-- Records to use follows --
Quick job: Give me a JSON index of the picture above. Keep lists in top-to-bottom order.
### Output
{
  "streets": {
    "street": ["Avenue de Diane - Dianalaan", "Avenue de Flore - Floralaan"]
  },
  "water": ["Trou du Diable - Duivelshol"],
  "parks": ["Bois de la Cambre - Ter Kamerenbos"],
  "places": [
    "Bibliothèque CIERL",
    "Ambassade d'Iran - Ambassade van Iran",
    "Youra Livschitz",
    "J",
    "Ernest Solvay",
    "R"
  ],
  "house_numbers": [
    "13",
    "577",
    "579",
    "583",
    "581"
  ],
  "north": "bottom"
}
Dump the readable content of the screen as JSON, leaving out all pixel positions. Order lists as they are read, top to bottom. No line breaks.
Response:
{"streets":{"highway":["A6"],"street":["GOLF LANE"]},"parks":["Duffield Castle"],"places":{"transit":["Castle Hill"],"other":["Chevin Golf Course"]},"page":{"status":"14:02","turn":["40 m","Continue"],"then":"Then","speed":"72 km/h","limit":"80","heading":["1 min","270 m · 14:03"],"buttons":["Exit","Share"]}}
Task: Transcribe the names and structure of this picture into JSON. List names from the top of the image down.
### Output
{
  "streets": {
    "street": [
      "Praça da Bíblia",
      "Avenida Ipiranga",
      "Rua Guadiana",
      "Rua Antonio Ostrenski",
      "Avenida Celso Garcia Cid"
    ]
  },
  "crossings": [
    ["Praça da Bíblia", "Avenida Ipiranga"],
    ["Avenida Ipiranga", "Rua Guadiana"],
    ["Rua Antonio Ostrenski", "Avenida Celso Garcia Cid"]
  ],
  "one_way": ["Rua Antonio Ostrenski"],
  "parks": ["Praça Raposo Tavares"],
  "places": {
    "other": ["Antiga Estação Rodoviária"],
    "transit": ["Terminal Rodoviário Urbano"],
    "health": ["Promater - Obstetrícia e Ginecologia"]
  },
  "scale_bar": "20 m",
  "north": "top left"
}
-- Records to use concluded --
▶ **Directions**
Where a line of the entries contains the word "lists", copy that line.

▶ **Written reply**
Quick job: Give me a JSON index of the picture above. Keep lists in top-to-bottom order.
Dump the readable content of the screen as JSON, leaving out all pixel positions. Order lists as they are read, top to bottom. No line breaks.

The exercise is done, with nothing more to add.